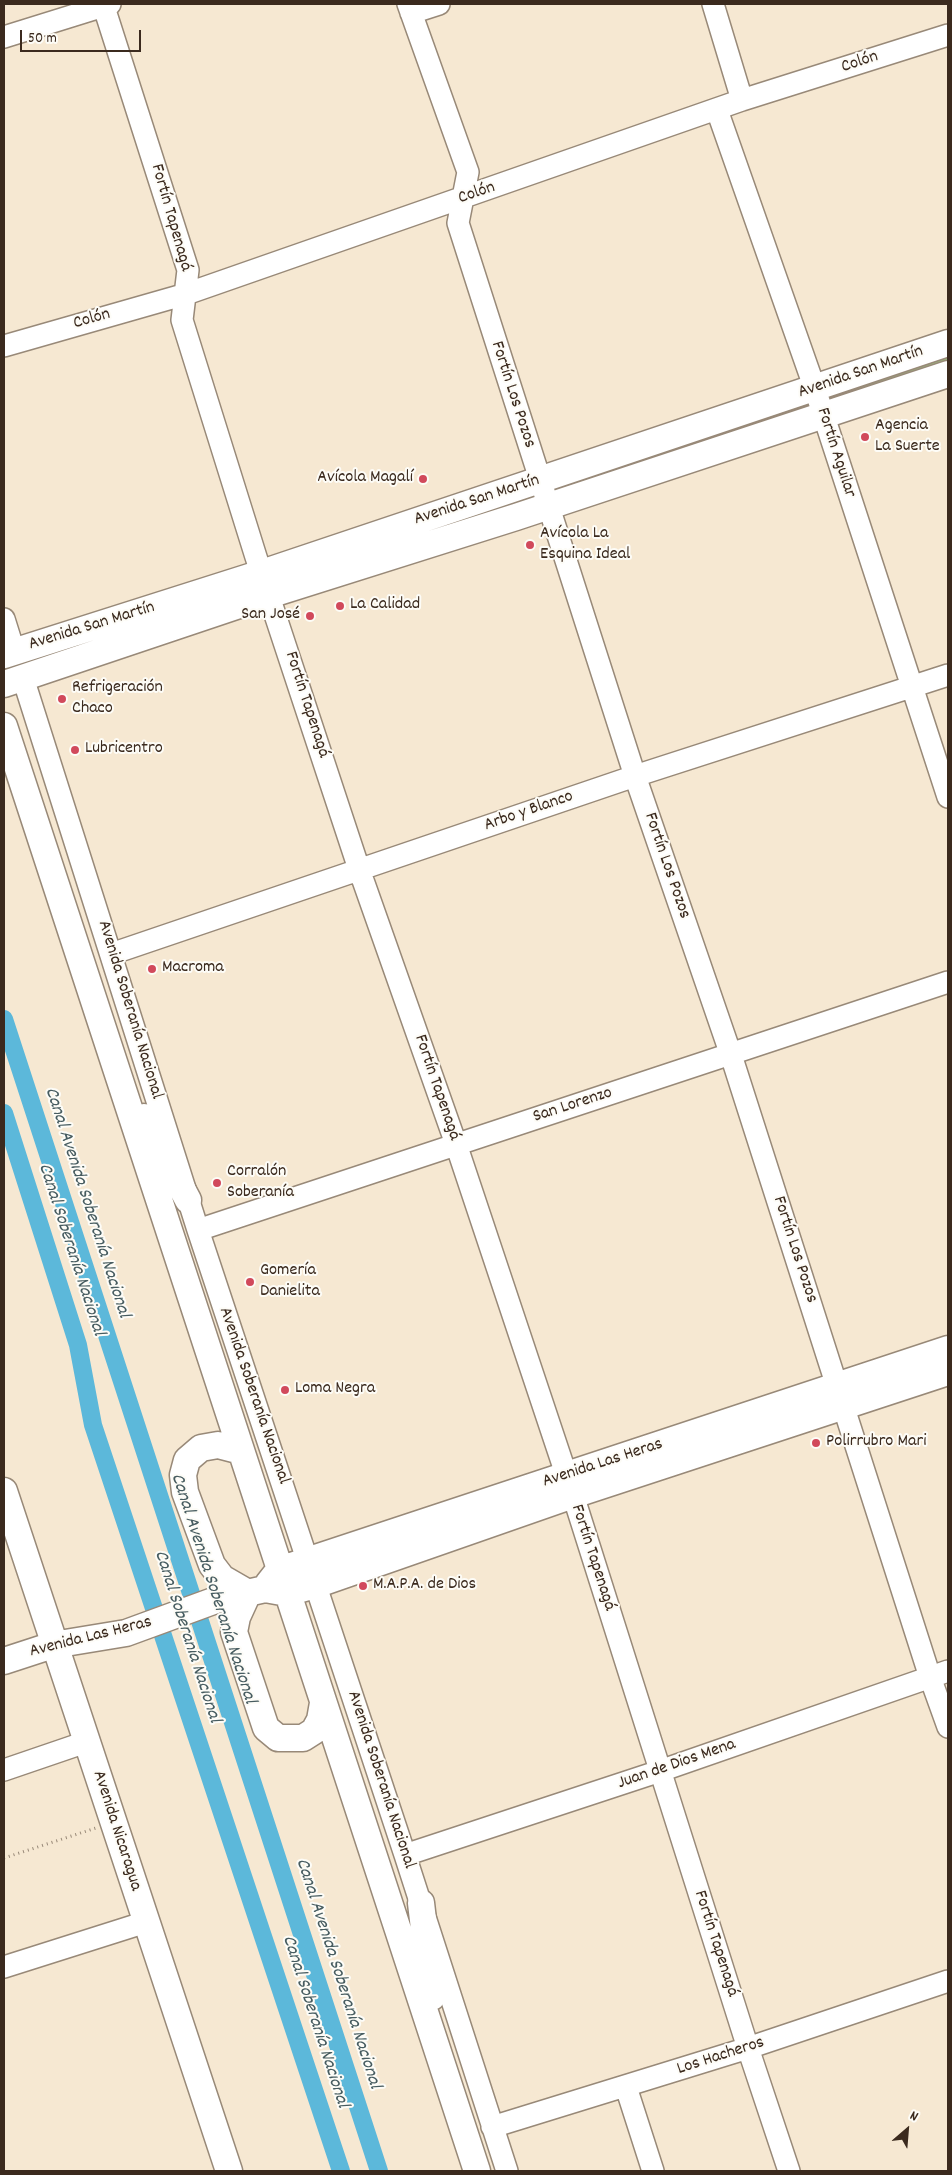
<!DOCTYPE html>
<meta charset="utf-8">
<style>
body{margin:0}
#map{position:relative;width:952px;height:2175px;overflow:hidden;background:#f6e8d2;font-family:Dekko,sans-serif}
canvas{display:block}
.frame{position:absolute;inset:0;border:5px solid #3b2a1e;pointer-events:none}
.north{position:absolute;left:882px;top:2105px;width:50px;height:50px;-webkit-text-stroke:4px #fdfcf7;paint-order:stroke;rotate:27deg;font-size:14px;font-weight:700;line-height:20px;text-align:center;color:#3b2a1e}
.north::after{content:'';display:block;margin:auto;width:18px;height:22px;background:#3b2a1e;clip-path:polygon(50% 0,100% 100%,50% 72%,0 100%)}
.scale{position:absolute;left:20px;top:30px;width:121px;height:22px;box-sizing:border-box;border:2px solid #3b2a1e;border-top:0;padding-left:6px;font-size:15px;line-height:18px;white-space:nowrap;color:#3b2a1e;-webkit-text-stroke:4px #fdfcf7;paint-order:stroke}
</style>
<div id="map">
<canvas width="952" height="2175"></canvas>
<div class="frame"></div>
<div class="north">N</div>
<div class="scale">50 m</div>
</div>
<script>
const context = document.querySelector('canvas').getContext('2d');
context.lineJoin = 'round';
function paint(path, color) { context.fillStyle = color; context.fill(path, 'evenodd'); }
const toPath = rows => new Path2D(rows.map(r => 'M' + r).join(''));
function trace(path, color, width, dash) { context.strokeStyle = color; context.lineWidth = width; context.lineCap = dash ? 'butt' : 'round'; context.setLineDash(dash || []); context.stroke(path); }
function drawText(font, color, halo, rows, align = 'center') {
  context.font = font + ' Dekko,sans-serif'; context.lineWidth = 4; context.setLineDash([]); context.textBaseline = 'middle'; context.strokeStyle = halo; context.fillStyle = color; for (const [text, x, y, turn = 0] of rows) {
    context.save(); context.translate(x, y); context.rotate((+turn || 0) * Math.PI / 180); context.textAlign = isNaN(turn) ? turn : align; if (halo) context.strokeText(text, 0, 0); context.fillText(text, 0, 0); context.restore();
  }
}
paint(toPath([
 [948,352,948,362,846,396,843,386],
 [797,405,800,414,568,491,565,482]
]), '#98cc7d');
trace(toPath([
 [4,1019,379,2171],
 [4,1113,78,1345,93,1425,341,2171]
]), '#5cb8da', 18);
const minor = toPath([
 [103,4,188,270,182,320,256,557,359,869,456,1144,573,1495,748,2048,789,2171],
 [408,4,468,172,458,223,635,776,731,1055,930,1677,948,1727],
 [713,4,742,100],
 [411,13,439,4],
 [4,37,110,4],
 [717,110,815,389,948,797],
 [4,346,186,294,742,100,948,35],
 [4,619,14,651],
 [23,678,198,1230,405,1855,507,2171],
 [111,954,635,776,948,675],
 [198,1230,948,982],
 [4,1770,86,1742],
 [405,1855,660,1771,948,1671],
 [4,1967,146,1922],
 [626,2087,653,2171],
 [492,2127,748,2048,948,1981]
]);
const major = toPath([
 [4,655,262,573,948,343],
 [4,684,269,595,516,517,948,374],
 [4,726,477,2171],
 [144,1117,188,1200],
 [241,1451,218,1445,201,1448,187,1460,183,1475,185,1492,212,1565,222,1578,248,1593,237,1617,234,1632,266,1728,278,1738,303,1738,314,1731,320,1720,323,1703],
 [4,1491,229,2171],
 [268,1584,279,1570,948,1349],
 [4,1661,53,1645,126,1633,216,1600,265,1589,287,1593,315,1585,573,1495,948,1372],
 [421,1903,432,1997]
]);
trace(minor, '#988978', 24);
trace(major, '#988978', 29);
trace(toPath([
 [4,1858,96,1828]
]), '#988978', 3, [1, 4]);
trace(minor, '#fff', 21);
trace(major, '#fff', 26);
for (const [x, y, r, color] of [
 [865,437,5,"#d1495b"],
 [423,479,5,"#d1495b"],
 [530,545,5,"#d1495b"],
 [340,606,5,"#d1495b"],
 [310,616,5,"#d1495b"],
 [62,699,5,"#d1495b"],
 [75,750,5,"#d1495b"],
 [152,969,5,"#d1495b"],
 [217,1183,5,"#d1495b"],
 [250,1282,5,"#d1495b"],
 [285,1390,5,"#d1495b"],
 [816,1443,5,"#d1495b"],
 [363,1586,5,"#d1495b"]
]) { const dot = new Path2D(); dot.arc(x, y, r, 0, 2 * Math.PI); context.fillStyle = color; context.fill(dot); trace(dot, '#fdfcf7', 2); }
drawText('18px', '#3b2a1e', '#fdfcf7', [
 ["Colón",860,63,-18],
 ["Colón",477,194,-19],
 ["Fortín Tapenagá",170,218,74],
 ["Colón",92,320,-16],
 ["Avenida San Martín",861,373,-19],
 ["Fortín Los Pozos",512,395,72],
 ["Fortín Aguilar",835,453,72],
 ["Avenida San Martín",477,501,-18],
 ["Avenida San Martín",92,627,-17],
 ["Fortín Tapenagá",306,705,72],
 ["Arbo y Blanco",529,812,-19],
 ["Fortín Los Pozos",666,866,71],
 ["Avenida Soberanía Nacional",129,1010,73],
 ["Fortín Tapenagá",436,1088,71],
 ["San Lorenzo",573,1106,-18],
 ["Fortín Los Pozos",794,1250,72],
 ["Avenida Soberanía Nacional",253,1396,71],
 ["Avenida Las Heras",603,1464,-18],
 ["Fortín Tapenagá",592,1558,72],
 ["Avenida Las Heras",91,1638,-14],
 ["Juan de Dios Mena",677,1765,-19],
 ["Avenida Soberanía Nacional",380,1780,72],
 ["Avenida Nicaragua",116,1831,72],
 ["Fortín Tapenagá",715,1944,72],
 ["Los Hacheros",721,2057,-18]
]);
drawText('18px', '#3b2a1e', '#fdfcf7', [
 ["Agencia",875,427],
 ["La Suerte",875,448],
 ["Avícola Magalí",413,479,"right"],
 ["Avícola La",540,535],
 ["Esquina Ideal",540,556],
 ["La Calidad",350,606],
 ["San José",300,616,"right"],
 ["Refrigeración",72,689],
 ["Chaco",72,710],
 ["Lubricentro",85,750],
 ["Macroma",162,969],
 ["Corralón",227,1173],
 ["Soberanía",227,1194],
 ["Gomería",260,1272],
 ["Danielita",260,1293],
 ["Loma Negra",295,1390],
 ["Polirrubro Mari",826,1443],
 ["M.A.P.A. de Dios",373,1586]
], 'left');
drawText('italic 19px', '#475c60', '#fdfcf7', [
 ["Canal Avenida Soberanía Nacional",86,1203,72],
 ["Canal Soberanía Nacional",70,1250,72],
 ["Canal Avenida Soberanía Nacional",212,1589,72],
 ["Canal Soberanía Nacional",186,1637,72],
 ["Canal Avenida Soberanía Nacional",337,1974,72],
 ["Canal Soberanía Nacional",314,2022,72]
]);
</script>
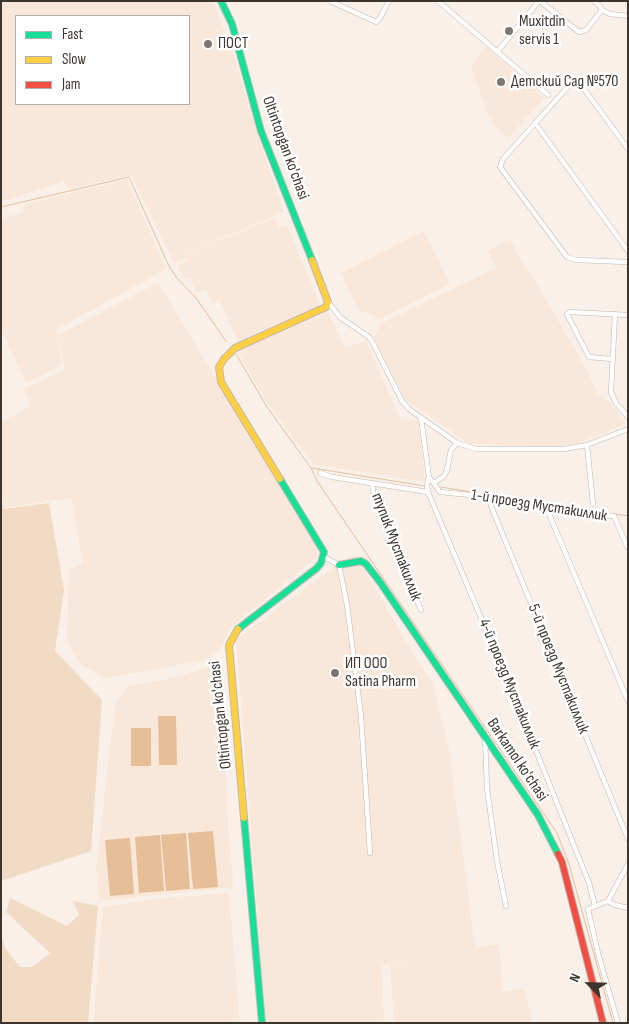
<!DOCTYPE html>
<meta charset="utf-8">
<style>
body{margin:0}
#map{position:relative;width:629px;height:1024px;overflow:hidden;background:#f8f0e9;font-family:"Sofia Sans Condensed",sans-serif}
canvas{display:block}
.frame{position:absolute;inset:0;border:2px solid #3d362f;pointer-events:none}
.legend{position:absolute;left:15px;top:15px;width:175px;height:90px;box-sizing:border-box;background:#fff;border:1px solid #b1afac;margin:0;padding:6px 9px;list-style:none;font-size:15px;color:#3d362f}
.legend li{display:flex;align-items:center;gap:10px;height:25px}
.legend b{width:25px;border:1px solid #b1afac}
.north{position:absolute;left:564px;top:959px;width:50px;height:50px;-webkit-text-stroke:4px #fff;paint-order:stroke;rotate:294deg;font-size:14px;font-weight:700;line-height:20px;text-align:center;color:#3d362f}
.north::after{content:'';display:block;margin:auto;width:18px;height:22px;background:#3d362f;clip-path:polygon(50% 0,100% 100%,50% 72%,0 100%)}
</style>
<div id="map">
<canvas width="629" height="1024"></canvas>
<div class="frame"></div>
<ul class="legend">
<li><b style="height:6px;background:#16e098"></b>Fast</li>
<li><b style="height:6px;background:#ffcf43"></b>Slow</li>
<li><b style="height:6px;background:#f24e42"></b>Jam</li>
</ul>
<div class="north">N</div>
</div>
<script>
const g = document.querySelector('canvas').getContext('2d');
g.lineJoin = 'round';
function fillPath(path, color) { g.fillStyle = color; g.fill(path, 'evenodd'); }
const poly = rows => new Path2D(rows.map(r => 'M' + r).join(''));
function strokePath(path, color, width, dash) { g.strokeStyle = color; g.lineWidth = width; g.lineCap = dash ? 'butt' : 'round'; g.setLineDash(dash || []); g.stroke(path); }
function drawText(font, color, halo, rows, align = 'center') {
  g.font = font + ' "Sofia Sans Condensed",sans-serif'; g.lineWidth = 5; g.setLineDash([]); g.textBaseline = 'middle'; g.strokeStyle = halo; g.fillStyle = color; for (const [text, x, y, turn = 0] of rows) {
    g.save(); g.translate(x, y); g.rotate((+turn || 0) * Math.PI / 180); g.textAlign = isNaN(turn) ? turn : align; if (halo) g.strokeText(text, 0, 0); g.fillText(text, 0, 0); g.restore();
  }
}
fillPath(poly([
 [1,1,213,1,237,66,259,140,284,212,185,254,186,258,174,263,131,175,67,189,64,181,1,202],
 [189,16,189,104,16,104,16,16],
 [486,47,544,98,507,139,488,116,471,66],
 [127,180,166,269,57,329,61,365,26,383,1,329,1,218,23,213,25,204],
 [275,218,279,228,287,225,320,305,238,341,220,300,212,303,206,289,196,293,190,278,184,280,178,265,188,260,186,254],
 [424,231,450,284,378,320,375,316,360,311,341,273],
 [510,239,524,266,532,276,586,368,598,394,612,404,626,424,581,442,555,447,469,444,406,400,374,338,380,324,496,268,488,251],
 [158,283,317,546,317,557,231,627,219,650,204,660,106,678,80,664,67,640,69,569,83,564,71,498,4,508,1,498,1,422,31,406,24,389,65,369,58,335],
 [328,312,345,348,366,341,400,419,418,421,426,482,313,464,271,408,237,351],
 [356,555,413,654,433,685,449,747,475,948,499,944,503,991,525,989,532,1023,394,1023,390,965,468,949,382,966,384,1023,266,1023,236,640,339,563],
 [223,665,222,691,228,827,234,887,99,901,96,869,115,705,128,686,160,681,210,667],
 [229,893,240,1023,93,1023,103,907,163,898]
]), '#f9e8d9');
fillPath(poly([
 [1,501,4,509,49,503,64,590,55,651,102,700,91,851,1,881],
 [10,898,67,926,79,915,73,901,98,906,88,1023,1,1023,1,934,5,948,20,967,32,967,50,953,6,912]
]), '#f1dbc5');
fillPath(poly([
 [158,716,176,716,177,765,159,765],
 [131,728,151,728,151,766,131,766],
 [213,831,218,887,193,889,188,833],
 [186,833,190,889,166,891,161,835],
 [160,835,164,891,139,893,135,837],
 [130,838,134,894,110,896,105,840]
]), '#e6bf98');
strokePath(poly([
 [1,207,129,177,168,264,176,277,196,298,226,341],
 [236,354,267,407,311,468,317,481,557,833,569,864,613,1023],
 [312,468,425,486],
 [441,487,560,507,610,513],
 [614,514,628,516]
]), '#e6bf98', 1);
const street = poly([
 [330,1,376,22,380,18,389,1],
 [438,1,548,95],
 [540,1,579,32,586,30,602,10],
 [594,1,599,5,602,10,610,14,628,16],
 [497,52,539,1],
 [535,123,628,251],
 [628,149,579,82,574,80,503,159,500,167,567,257,576,260,628,262],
 [328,302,341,318,369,337,373,343,402,401,409,409,457,443,476,449,564,449,587,445,628,429],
 [615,314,611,392,616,403,628,417],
 [612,359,589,357,567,314,570,312,628,315],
 [421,418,429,477,427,485,428,492,517,703,589,883,595,906],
 [587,445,593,504],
 [320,473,332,477,428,492],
 [429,477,440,492,491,497,566,511,614,516,628,548],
 [372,483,374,498,421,610],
 [434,483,444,476,447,470,451,450,457,443],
 [491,497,491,506,628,839],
 [546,507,628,701],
 [324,557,339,565,347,605,361,716,370,853],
 [485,737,487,788,497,861,506,906],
 [608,901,615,905,628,908],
 [618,1023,598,953,588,909,608,901,628,864]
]);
const fast = poly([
 [221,1,232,24,261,131,312,260],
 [339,565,361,561,366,564,380,582,538,815,558,854],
 [238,629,317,568,321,563,324,552,280,479],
 [244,818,262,1023]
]);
const slow = poly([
 [280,479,221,382,219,367,224,359,235,348,326,307,328,302,312,260],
 [238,629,229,645,244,818]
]);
const jam = poly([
 [558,854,562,862,603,1023]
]);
strokePath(street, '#bfb8b3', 5.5);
strokePath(fast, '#bfb8b3', 8);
strokePath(slow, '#bfb8b3', 8);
strokePath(jam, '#bfb8b3', 8);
strokePath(street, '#fefdfc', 4.5);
strokePath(fast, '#16e098', 6);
strokePath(slow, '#ffcf43', 6);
strokePath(jam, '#f24e42', 6);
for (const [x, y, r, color] of [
 [509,31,5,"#7e7770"],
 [208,44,5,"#7e7770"],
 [501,82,5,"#7e7770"],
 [335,673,5,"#7e7770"]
]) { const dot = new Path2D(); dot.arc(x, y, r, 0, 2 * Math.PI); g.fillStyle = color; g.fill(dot); strokePath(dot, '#fff', 2); }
drawText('16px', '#3d362f', '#fff', [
 ["Muxitdin",519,22],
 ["servis 1",519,40],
 ["ПОСТ",218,44],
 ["Детский Сад №570",511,82],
 ["ИП ООО",345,664],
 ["Satina Pharm",345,682]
], 'left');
drawText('16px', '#3d362f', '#fff', [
 ["Oltintopgan ko'chasi",285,148,70],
 ["1-й проезд Мустакиллик",539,506,9],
 ["тупик Мустакиллик",396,547,69],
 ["5-й проезд Мустакиллик",558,669,68],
 ["4-й проезд Мустакиллик",509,684,68],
 ["Oltintopgan ko'chasi",221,715,-96],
 ["Barkamol ko'chasi",517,760,56]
]);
</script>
■ ■ ■ ■ ■ ■ ■
▶ [YOUR INSTRUCTIONS]:
Look through the material above for "lineJoin" and copy the lines that have it.

▶ [SOLUTION FOR THIS EXERCISE]:
context.lineJoin = 'round';
g.lineJoin = 'round';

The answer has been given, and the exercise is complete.